A recent survey by SmartMove reported that “6 in 10 landlords say it’s more profitable and attractive to be a landlord now than it was five years ago.” Also, rental rates are rising, with 57% of landlords increasing their rates in the past year. Nationally, rental rates—on average for a three-bedroom home—have risen 4.8%.

Several years ago, the average long-term monthly rental in FFG was around $750-$800. Today, it is closer to $1,000. Folks rent in our neighborhood for three primary reasons: 1) they are vacationing; 2) they are “trying out” our area; and 3) they are building a new home and want to be close by.

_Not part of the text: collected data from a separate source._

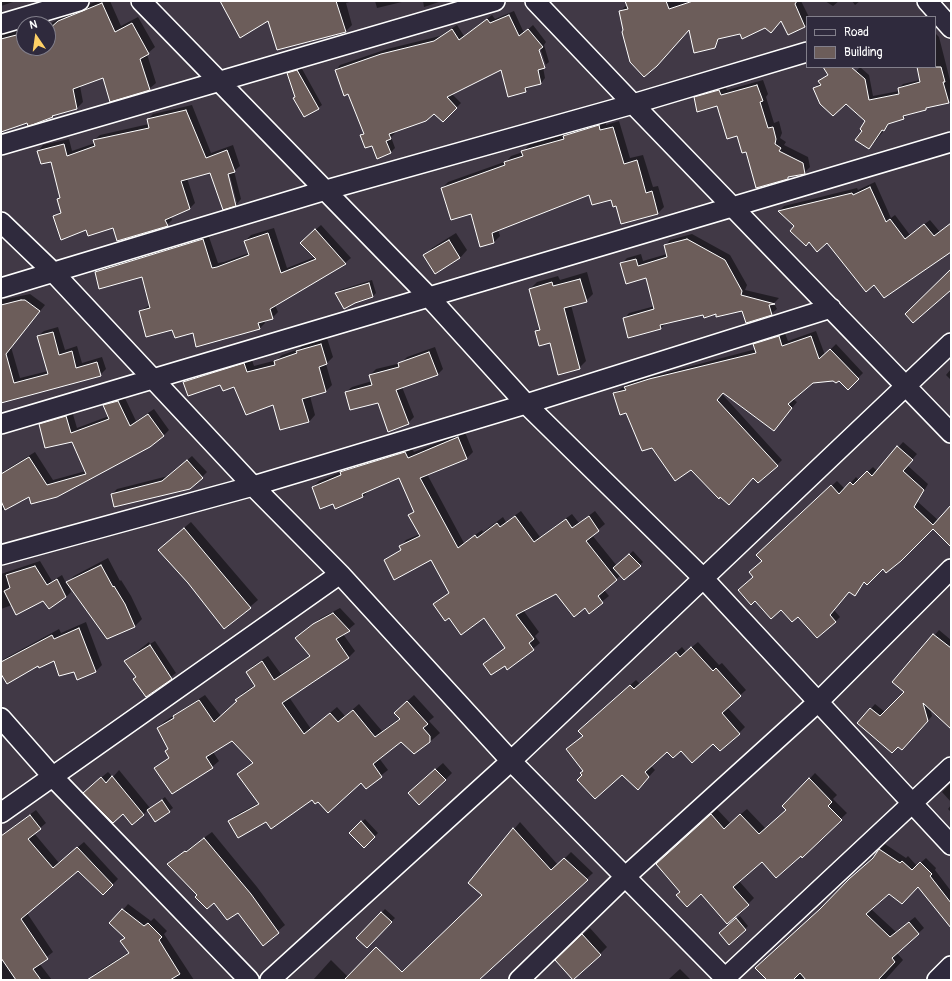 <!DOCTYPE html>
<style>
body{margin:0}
#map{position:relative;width:952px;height:981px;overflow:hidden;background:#413946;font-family:Pangolin,sans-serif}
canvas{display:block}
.frame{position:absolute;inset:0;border:2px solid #fff;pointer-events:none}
.legend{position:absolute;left:806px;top:16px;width:130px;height:52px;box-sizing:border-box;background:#2f2a3d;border:1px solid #827f8b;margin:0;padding:5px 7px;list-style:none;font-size:12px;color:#fff}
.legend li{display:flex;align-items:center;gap:8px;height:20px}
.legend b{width:20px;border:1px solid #827f8b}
.north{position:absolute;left:16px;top:16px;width:40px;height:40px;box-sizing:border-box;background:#2f2a3d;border:1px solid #827f8b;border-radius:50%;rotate:347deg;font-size:11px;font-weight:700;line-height:16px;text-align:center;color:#fff}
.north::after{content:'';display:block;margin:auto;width:14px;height:18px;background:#ffd166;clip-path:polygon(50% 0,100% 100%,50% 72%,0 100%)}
</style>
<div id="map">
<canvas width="952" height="981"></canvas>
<div class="frame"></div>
<ul class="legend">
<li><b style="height:5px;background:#2f2a3d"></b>Road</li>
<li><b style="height:11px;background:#6c5d5a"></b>Building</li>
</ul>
<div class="north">N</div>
</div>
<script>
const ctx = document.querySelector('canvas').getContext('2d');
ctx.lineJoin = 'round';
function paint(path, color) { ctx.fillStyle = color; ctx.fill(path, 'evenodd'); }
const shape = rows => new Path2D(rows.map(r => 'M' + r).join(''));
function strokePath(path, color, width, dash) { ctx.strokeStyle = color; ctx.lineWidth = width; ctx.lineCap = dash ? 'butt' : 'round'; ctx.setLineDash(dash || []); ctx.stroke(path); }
paint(shape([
 [1,1,16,1,1,6],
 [98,1,110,1,121,26,138,17,155,47,147,54,156,83,149,89,104,77,80,86,83,102,77,108,54,114,31,124,27,122,1,131,1,34,8,30,10,33,24,29,24,48,48,48,48,25,76,9],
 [221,1,353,1,346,3,352,25,346,31,269,20],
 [375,1,406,1,377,8],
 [423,1,442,1,424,7],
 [626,1,801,1,809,17,807,17,807,24,805,26,788,34,782,20,765,27,721,37,714,47,690,28,624,31,620,11,627,5],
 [825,1,839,1,833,6],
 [852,1,860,1,855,5],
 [514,11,524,33,533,25,546,42,544,45,549,62,543,67,545,78,541,83,530,86,525,91,501,68,452,94,461,103,443,121,434,112,394,131,395,133,391,137,395,148,391,152,372,145,361,135,364,132,349,93,336,70,340,65,387,49,440,36,457,25,464,36,492,15,495,19],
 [539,45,546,65,544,65,537,46],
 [935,33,939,37,951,84,951,101,928,107,907,114,903,119,890,123,873,144,864,131,866,121,846,102,814,89,828,74,825,67,846,67,851,77,860,67,869,75,873,96,899,91,899,88,903,84,929,78,919,67,935,67],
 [301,67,322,105,318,108,296,96,288,73,291,70],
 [763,80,768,94,766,97,774,123,779,121,782,133,780,138,786,142,784,145,808,157,810,167,804,173,790,176,788,178,746,150,718,105,695,98,701,92,725,85,727,90],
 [192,105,211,153,233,145,240,166,234,171,241,199,236,205,224,208,211,171,187,178,195,203,189,209,171,216,172,220,167,225,87,229,54,217,62,210,59,199,61,197,52,160,42,163,38,151,43,145,69,139,72,151,95,143,94,140,100,135,149,124,148,119,153,114],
 [228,169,237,203,235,203,226,170],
 [605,120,606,125,619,121,630,158,643,155,653,187,658,186,664,207,658,213,617,205,612,199,590,194,498,230,500,236,494,242,472,212,442,188,448,182,507,161,511,156,523,152,529,145,566,134,570,130],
 [875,182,891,218,895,215,910,235,930,220,940,232,951,223,951,251,874,283,827,242,796,226,779,211,784,206,857,188,858,190],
 [321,225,351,258,345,263,275,305,278,312,272,318,264,320,265,323,259,329,193,332,173,329,140,311,150,305,142,276,96,272,101,267,208,234,218,263,224,262,249,253,245,241,251,235,274,228,287,268,315,257,307,237],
 [456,233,467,250,460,258,436,273,425,256,432,248],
 [692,234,730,255,747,285,745,290,779,298,774,303,777,309,771,314,742,310,704,314,666,323,661,328,628,337,624,319,629,313,655,306,647,277,622,263,627,258,641,254,643,261,667,254,665,246,670,240],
 [587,272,593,294,586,301,571,305,586,361,579,368,536,331,540,327,530,289,537,282,558,276,560,280],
 [372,280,376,293,373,296,355,302,337,293,340,290],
 [30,294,45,305,11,347,20,378,48,371,38,336,44,331,58,327,65,350,77,346,82,363,102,357,106,369,100,375,1,403,1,300],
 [784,331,788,341,816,331,825,355,836,344,863,373,848,388,839,379,813,382,793,399,797,402,774,430,723,392,722,394,782,460,777,465,691,469,627,412,614,393,631,382,756,349,754,344,759,339],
 [327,338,333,357,326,364,332,385,326,391,310,396,315,415,309,422,235,386,184,382,190,376,251,357,254,366,277,360,282,355,299,349,304,344],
 [435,347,443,369,437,375,402,387,414,417,408,423,378,402,346,392,352,387,372,381,370,375,376,369,401,363,407,357],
 [951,369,951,380,946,375],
 [124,396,136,421,154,409,169,430,163,436,56,496,29,496,1,511,1,473,35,452,53,480,86,471,72,440,40,424,46,419,72,411,77,428,109,416,104,405,110,400],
 [465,432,473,452,467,458,427,474,464,543,482,530,483,532,503,517,506,522,521,511,540,537,572,514,579,523,595,511,605,524,592,535,617,566,633,551,643,562,624,579,621,575,604,590,609,596,589,612,585,607,556,593,523,610,539,632,535,636,540,643,508,669,505,665,484,664,506,647,484,617,449,617,435,604,449,592,431,558,385,561,401,549,400,547,406,540,420,534,410,515,415,510,399,477,369,490,363,497,334,502,313,487,319,481,341,472,347,466,411,446,414,452],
 [903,442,917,454,907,465,928,484,918,502,938,520,951,506,951,532,933,527,865,582,855,595,849,591,834,610,840,617,835,622,798,615,754,577,763,560,763,550,837,481,845,489,856,477,859,480,873,467,877,471],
 [192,456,207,472,202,477,112,494,117,489,168,476],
 [191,522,258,600,225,628,166,543],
 [108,558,120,581,121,580,131,596,142,619,135,626,108,638,68,584,71,592,66,597,12,605,1,609,1,574,40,561,52,581,62,575,66,583,74,576],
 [340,608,355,624,343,634,355,651,349,657,289,697,311,729,337,707,345,716,359,704,382,731,400,718,402,706,414,695,434,717,429,721,440,733,433,739,414,753,402,740,379,758,388,770,366,787,362,782,318,801,312,799,230,821,236,815,259,803,239,774,254,762,232,739,213,752,219,761,212,767,156,768,170,756,169,748,158,728,164,722,205,695,221,716,238,701,237,700,243,693,255,685,247,672,253,666,268,656,281,674,310,655,297,638,321,618],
 [86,622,102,665,95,672,74,670,54,660,1,672,1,662,4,659,59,629,61,633],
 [939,630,951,640,951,728,930,708,932,716,906,745,858,723,875,704,885,712,905,692,894,682],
 [155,641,176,673,146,696,137,677,125,661,149,642,150,644],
 [698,642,719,665,722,663,746,690,727,707,745,727,739,733,713,742,667,750,650,765,655,770,643,783,622,774,583,775,583,736,585,725,636,680,640,684,682,647,686,652],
 [443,763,452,773,445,780,417,786],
 [119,770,150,808,165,797,173,808,169,811,148,810,133,824,123,812,91,786,108,772,113,777],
 [815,773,837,795,833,799,847,813,802,856,801,854,762,860,739,881,754,898,748,904,701,893,681,892,663,858,717,809,730,823,747,809,766,829,787,810,784,806],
 [951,783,951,802,942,792],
 [951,805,951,812,948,809],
 [36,810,46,823,34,833,59,863,84,842,118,879,103,894,78,870,27,913,53,952,39,963,52,980,1,980,1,834,2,835],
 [365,819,378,833,364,847,350,833],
 [520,822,558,865,571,852,593,873,479,980,410,980,484,894,470,883],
 [212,832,257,887,285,925,263,944,238,911,214,901,168,864],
 [885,844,906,858,908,856,917,866,926,858,936,868,935,870,951,891,951,927,918,885,889,892,870,908,896,932,915,917,924,928,897,953,903,960,885,980,776,980,824,906],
 [128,904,151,921,154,918,167,931,164,934,194,980,89,980,94,974,129,952,121,941,126,937,123,910],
 [385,909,395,918,373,940,364,931],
 [740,916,748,926,745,929,723,930],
 [590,928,607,947,600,954,556,960],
 [331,960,348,977,383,980,313,980],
 [680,969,691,980,668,980,670,978]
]), '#0007');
const building = shape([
 [220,1,336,1,346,32,277,50,268,21,240,38,220,1],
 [625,1,666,1,669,9,693,1,797,1,795,4,805,27,788,35,781,21,771,33,765,28,742,39,740,34,718,39,715,48,694,53,689,30,657,66,644,77,630,62,622,32,623,30,619,11,628,9,625,1],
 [102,3,115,32,132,23,149,54,140,59,150,90,110,102,103,78,73,89,77,109,52,116,53,117,32,125,28,126,27,123,1,132,1,39,24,33,24,51,27,48,48,48,48,30,58,21,102,3],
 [509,15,519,36,528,29,543,47,539,50,545,68,538,70,541,84,525,88,526,92,508,97,501,70,447,97,457,108,443,122,434,114,426,121,389,134,391,139,386,141,391,153,377,159,372,146,365,148,360,135,364,134,348,94,344,96,335,70,381,54,434,41,452,29,459,40,487,19,490,23,509,15],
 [823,67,851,67,865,79,869,100,899,94,898,88,920,82,917,67,941,67,945,82,943,82,949,103,926,108,926,110,903,116,904,119,888,124,884,131,882,130,869,149,855,140,862,131,860,129,865,121,846,104,833,116,820,104,813,88,821,85,818,81,828,75,823,67],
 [297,70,319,109,304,117,293,98,295,97,287,73,297,70],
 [757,85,763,101,760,102,768,128,773,127,776,139,775,144,781,148,779,151,803,163,805,174,788,177,788,179,756,188,746,152,742,153,737,136,727,139,717,106,697,112,694,97,719,90,721,95,757,85],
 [186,110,206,158,227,150,235,172,228,174,236,206,223,210,210,173,181,181,190,209,165,220,168,226,117,241,113,228,88,236,86,230,61,240,53,216,61,213,57,199,60,198,51,162,41,164,37,151,64,144,67,156,95,146,93,140,149,128,147,119,186,110],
 [599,125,600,130,613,127,624,164,637,160,646,193,652,191,658,214,621,224,616,206,613,207,611,200,592,205,589,195,492,233,494,243,480,247,471,214,451,220,441,188,505,165,504,162,523,156,521,151,564,139,563,136,599,125],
 [870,187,886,222,890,219,905,239,924,224,934,236,951,223,951,252,884,298,874,285,866,292,827,243,817,252,809,242,806,246,790,231,794,226,778,211,852,193,853,195,870,187],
 [315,229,346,264,270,309,273,319,258,323,260,329,196,347,193,333,175,338,172,330,146,337,139,311,150,308,142,277,99,289,95,272,203,239,212,268,217,267,249,255,244,241,268,233,281,273,316,259,300,243,315,229],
 [687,239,725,260,742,291,741,295,775,304,769,305,772,315,746,323,742,311,716,317,716,314,704,318,703,315,660,325,661,329,628,338,623,318,654,309,646,278,626,284,620,263,636,259,638,266,667,257,664,245,687,239],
 [449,240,460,258,435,274,423,255,449,240],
 [951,269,951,290,913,323,905,314,951,269],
 [580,279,587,302,564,308,580,369,558,375,550,343,539,346,535,331,540,330,529,289,552,282,553,286,580,279],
 [369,283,373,297,355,303,344,309,335,293,369,283],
 [21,300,25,300,40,311,6,354,14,383,48,374,37,336,53,332,59,355,72,351,76,368,97,362,101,376,1,403,1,305,21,300],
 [779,336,782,346,811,336,819,359,830,349,859,379,848,390,839,381,836,383,833,381,813,383,788,404,792,408,774,431,723,393,717,400,778,466,758,483,753,478,729,505,720,497,719,499,691,470,675,481,652,448,642,451,626,413,620,415,613,393,626,390,624,387,649,379,756,353,753,344,779,336],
 [321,344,327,364,319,367,326,392,302,399,309,422,280,430,273,405,246,415,234,387,223,391,220,385,188,396,183,382,244,363,247,372,275,365,274,361,297,353,296,351,321,344],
 [429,352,438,375,396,390,409,424,388,432,378,403,350,410,345,392,372,385,369,375,399,367,398,363,429,352],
 [118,401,130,426,148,414,164,436,150,447,57,497,31,504,29,497,5,510,1,501,1,474,29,457,47,485,86,474,72,442,45,448,39,424,66,416,71,433,109,419,103,405,118,401],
 [458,437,467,459,420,478,458,548,475,535,477,538,497,523,500,527,515,516,534,542,566,519,572,528,589,516,599,531,586,541,617,580,598,596,603,603,589,614,585,608,574,617,556,594,516,615,534,639,529,643,534,650,507,670,505,666,491,675,483,664,505,648,484,618,461,635,449,618,445,621,433,604,449,593,431,560,394,580,384,560,401,550,399,546,420,536,408,515,414,512,399,478,362,494,363,497,335,509,333,504,320,509,312,487,341,475,340,472,343,471,405,452,408,458,458,437],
 [897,446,913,460,903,471,924,490,914,507,933,525,951,505,951,547,933,529,901,561,886,573,883,569,867,585,864,582,855,596,849,592,830,615,836,622,817,638,798,617,792,622,781,610,771,619,755,601,751,605,738,590,753,577,749,572,762,561,756,555,831,485,839,494,850,482,853,485,867,471,872,476,897,446],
 [187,460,203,478,190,489,114,507,111,494,162,481,187,460],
 [184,528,251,608,224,629,188,583,158,550,184,528],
 [629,554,641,566,624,580,613,568,629,554],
 [101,565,113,587,114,586,125,604,135,627,107,639,66,582,101,565],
 [35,566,47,585,57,579,66,597,49,609,43,601,16,615,4,591,10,588,6,575,35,566],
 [333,613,350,631,336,639,349,658,282,703,304,734,330,713,338,722,353,710,375,737,400,719,394,713,407,701,428,724,423,728,430,736,430,742,414,754,401,742,373,764,382,777,366,789,361,783,328,813,318,802,315,804,312,800,271,829,266,822,238,838,228,821,259,804,237,774,253,763,232,741,206,757,213,768,172,794,154,768,169,758,165,751,168,749,157,728,174,718,173,716,199,700,214,722,237,701,235,700,255,686,246,672,262,661,274,680,310,656,295,638,313,624,333,613],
 [79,628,96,672,77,680,74,672,59,676,54,661,39,668,38,666,7,684,1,674,1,662,52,635,54,639,79,628],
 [933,634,951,648,951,729,923,703,928,721,902,750,898,747,892,753,857,723,870,708,880,716,904,692,892,682,933,634],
 [150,645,172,679,146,697,133,679,136,677,124,661,150,645],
 [691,647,713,671,716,668,741,696,722,713,740,734,720,751,713,744,692,763,681,751,673,758,667,752,645,772,649,777,638,790,622,775,595,799,577,780,582,775,580,773,583,771,566,749,583,736,578,731,630,685,634,689,676,652,680,657,691,647],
 [435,769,446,780,419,805,408,793,435,769],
 [112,776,144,815,132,825,123,814,113,823,83,793,101,777,106,783,112,776],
 [809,778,832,802,828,806,842,820,802,858,801,856,776,878,762,862,733,887,749,905,727,924,701,894,687,907,676,895,680,892,656,864,711,814,724,829,740,814,759,834,786,810,782,806,809,778],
 [162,800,170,812,155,822,147,810,162,800],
 [30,815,41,829,28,839,53,868,77,847,113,885,103,895,78,871,21,919,48,959,33,969,41,980,16,980,1,958,1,836,30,815],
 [361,821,375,837,364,848,349,833,361,821],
 [513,828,551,870,564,858,588,880,479,980,344,980,376,947,402,972,482,895,468,883,513,828],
 [204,838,251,894,279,933,263,946,238,913,227,920,214,903,207,909,195,897,197,895,167,864,185,851,186,852,204,838],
 [879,849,900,863,902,861,912,870,920,862,932,874,930,876,951,903,951,928,918,887,902,904,889,894,866,914,890,937,909,922,919,934,892,958,895,962,878,980,806,980,800,973,793,980,767,980,755,968,820,909,849,879,873,858,879,849],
 [122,909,144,926,148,923,162,937,159,940,180,974,170,980,87,980,129,953,120,941,125,938,109,923,122,909],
 [381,912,392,922,367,948,356,938,381,912],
 [736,918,746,930,729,945,719,933,736,918],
 [582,934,601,955,573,980,555,960,582,934]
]);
paint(building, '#6c5d5a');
strokePath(building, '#fff', 1);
const street = shape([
 [141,1,429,297,526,404,703,578,951,845],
 [535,1,633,104,951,433],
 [927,1,951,28],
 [1,24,79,1],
 [1,145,495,1],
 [1,222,54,273,253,486,340,574,511,761,727,980],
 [1,288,326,190,633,104,807,52],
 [1,424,951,142],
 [1,555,253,486,526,404,831,308],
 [1,718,53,777,249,980],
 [1,813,340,574],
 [270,980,511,761,951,343],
 [519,980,626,876,818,702,951,569],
 [723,980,951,767],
 [937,980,951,966]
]);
strokePath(street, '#fff', 22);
strokePath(street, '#2f2a3d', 19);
</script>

There are three sweet spots for a real estate investor:

-— Short-term rentals to golfers and vacationers (not permitted in single-family homes in FFG)

— Lakefront homes

— Homes selling under $150,000

The rental market that is very robust is in the last category. Right now, there are 130 single-family, site-built homes in Fairfield Glade under $150k. Some are move-in ready; others require a bit of help—mostly cosmetic—to create a good rental. But with a bit of elbow grease, many of these homes can be rented for $900-$1,100 per month.

The cash flow from rentals can be enticing—especially with mortgage rates so low. At today’s rates (around 4%), you might finance 80% of a $150,000 home for around $650.00/month.

Of course, you must include taxes, insurance and HOA. But, even with those added, you’re looking at a payment a bit north of $700 per month. The difference between monthly layout and income is attractive.

And don’t forget, you can also depreciate rental property, which will improve those cash flow numbers. Please check in with your accountant for exact figures.

Bottom line, if you’re looking for an alternative investment, consider buying a ‘real’ asset.